I can only imagine her despair. Unfortunately, President Obama is President of 330 million Americans and must do what is in the best interests of ALL Americans and not just Alan Gross. She doesn't come right out and say it but obviously she would like to see the US trade the remaining three convicted Cuban spies for Alan Gross. Unfortunately, that would play right into the hands of the Castros and not be in the long-term interests of the US. I can't blame her, however, for wanting this to be done. For her, this is not about capitulating to tyrants, it is about bringing her husband home. Like you Tracey, I too have wondered why we don't just blast our way in there and take Mr. Gross by force. But then I assume the risk to Gross is too great and potential for loss of innocent Cuban lives is probably high. All that remains is the unilateral release of Mr.Gross on humanitarian grounds. One can only hope....

curt9954 said...

If Judy truly loved her husband she would not have let him make his journeys to Cuba. Gross wil never be set free if the US does not negotiate with Cuba.

Daniel Torres said...

Do you know what the Cuban government is asking by the freedom of Alan Gross? The freedom and the return to Cuba of the 5 spies in jail in Miami.

Juan Antonio Rodríguez Menier

Cuba - Voz plural con SOMOS+ said...

Por Amor a Nuestro Pueblo, por Amor a Nuestra Patria:

Entonces Hermanos!, quien o quienes tergiversan o permiten que se tergiverse el concepto de democracia???

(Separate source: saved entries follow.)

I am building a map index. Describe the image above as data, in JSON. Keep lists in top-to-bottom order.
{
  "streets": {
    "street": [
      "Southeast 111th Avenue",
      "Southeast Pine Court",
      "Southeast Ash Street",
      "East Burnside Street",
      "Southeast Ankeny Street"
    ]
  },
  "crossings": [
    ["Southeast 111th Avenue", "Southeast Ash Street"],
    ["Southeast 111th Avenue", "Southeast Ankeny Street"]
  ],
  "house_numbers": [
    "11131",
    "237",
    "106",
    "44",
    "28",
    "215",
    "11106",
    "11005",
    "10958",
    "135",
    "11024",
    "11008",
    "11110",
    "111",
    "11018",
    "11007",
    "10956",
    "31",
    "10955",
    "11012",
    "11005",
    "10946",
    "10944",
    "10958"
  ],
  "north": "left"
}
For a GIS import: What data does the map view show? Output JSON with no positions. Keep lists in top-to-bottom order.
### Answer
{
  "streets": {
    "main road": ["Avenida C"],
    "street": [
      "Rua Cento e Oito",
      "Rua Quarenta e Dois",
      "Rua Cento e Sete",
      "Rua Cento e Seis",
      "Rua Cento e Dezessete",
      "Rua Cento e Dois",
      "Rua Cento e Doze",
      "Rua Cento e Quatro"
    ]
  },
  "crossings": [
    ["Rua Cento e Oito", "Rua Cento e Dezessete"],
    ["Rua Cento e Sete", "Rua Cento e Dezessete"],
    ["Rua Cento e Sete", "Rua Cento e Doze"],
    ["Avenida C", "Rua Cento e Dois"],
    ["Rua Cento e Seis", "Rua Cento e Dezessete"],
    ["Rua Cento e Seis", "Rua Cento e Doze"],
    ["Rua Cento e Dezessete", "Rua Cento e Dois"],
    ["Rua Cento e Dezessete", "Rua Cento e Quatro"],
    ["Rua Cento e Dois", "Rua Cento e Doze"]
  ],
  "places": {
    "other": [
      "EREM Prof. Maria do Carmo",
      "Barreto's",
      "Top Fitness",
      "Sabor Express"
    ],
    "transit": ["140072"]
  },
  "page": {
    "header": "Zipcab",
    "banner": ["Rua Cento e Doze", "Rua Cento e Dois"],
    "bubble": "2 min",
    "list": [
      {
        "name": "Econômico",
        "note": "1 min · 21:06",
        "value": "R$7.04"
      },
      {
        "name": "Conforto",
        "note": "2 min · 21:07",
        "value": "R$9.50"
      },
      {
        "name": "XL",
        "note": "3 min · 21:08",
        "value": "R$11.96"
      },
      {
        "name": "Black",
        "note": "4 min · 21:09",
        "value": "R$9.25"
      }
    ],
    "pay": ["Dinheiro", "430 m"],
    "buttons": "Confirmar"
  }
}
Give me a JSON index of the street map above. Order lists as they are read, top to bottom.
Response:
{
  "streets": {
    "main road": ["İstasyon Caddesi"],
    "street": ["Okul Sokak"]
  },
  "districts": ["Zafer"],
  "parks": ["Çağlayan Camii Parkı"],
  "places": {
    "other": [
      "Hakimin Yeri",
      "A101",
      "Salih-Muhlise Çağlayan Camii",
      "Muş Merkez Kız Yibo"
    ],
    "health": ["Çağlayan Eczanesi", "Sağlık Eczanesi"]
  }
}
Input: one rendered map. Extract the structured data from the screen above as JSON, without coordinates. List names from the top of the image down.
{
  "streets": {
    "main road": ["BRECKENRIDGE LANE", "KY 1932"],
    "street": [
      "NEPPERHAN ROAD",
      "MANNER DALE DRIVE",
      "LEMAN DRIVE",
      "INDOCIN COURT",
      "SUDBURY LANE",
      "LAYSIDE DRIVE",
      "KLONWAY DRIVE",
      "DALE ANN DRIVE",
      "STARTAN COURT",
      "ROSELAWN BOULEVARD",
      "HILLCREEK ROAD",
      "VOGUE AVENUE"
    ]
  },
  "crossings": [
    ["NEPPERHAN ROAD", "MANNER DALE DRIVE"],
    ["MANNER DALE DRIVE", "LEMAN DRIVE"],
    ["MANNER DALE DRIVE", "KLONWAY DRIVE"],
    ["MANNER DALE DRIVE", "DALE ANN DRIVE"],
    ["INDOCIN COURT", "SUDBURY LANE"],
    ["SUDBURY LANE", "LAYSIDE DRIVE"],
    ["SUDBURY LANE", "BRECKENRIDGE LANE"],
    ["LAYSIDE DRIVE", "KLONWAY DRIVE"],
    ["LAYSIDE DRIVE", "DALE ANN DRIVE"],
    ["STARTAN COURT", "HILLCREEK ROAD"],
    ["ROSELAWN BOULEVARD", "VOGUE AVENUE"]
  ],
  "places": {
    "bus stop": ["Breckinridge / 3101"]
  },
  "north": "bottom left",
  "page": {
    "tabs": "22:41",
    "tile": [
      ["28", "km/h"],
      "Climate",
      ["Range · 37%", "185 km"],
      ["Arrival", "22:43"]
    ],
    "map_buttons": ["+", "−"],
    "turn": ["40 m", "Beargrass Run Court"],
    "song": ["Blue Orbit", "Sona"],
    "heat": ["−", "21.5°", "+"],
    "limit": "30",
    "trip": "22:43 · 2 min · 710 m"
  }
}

En mi opinion, el tergiverzado concepto de democracia que nos quieren inculcar tanto los que gobiernan como los ansiosos en gobernar, precisamente impide que surja el intercambio democratico y civilizado entre nosotros, ya esos mas viejos y con mas experiencias en Cuba, se sienten amparados por todo y de todo, los que viven en el exterior acomodaron sus vidas de tal manera, que cualquier apertura o cambio democratico en el sistema politico cubano, pondria en peligro tanto su estabilidad economica y laboral, como la existencia como tal de su aventurismo politico, los mas distinguidos de ellos sencillamente dan pena cada vez que emiten un criterio acerca de Cuba, por ejemplo, miren sus reacciones a la intencion del secretario general de la OEA de visitar Cuba, o a la reciente visita del ex-senador estadounidense a nuestro pais o a cualquier acontecimiento que implique apertura democratica para con Cuba, estan en shok-panico y no es para menos, han utilizado el sufrimiento de nuestro pueblo para inculcarnos que politica, es unica y exclusivamente estar en contra de cualquier dialogo o acercamiento con el regimen, o sea que el mundo entero esta equivocado, los "genios politicos" son solo ellos. Hermanos, hasta Corea del Norte dias atras expreso su disposicion de normalizar su relaciones con sus hermanos del Sur, o sea que todos los paises en conflictos tanto nacionales como internacionales tienen un espacio, ya sea dentro o fuera del pais para buscar una solucion politica precisamente a las situaciones de sus naciones, cuando no lo pueden hacer directamente ellos, recurren a sus amigos para buscar y encontrar ese espacio, nosotros somos la excepcion, somos incapaces de crear ese espacio de negociacion, tampoco le pedimos a nuestros amigos ayuda para crearlo, al contrario ofendemos y desacreditamos a todo el que lo intente hacer. "genial", graciasss a Dios y a la tecnologia hoy no necesitamos arrodillarnos a ningun medio de difusion para expresar nuestro sentir a quien se nos ocurra, y asi lo seguira haciendo este humilde ciudadano cubano status-emigrante, hasta que nuestro pueblo consiga su plena libertad, que no es mas que la garantia de nuestra prosperidad y soberania. que Dios nos bendiga a todos. Muchas gracias y mi mas sincero saludo. 21.01.14.Boris.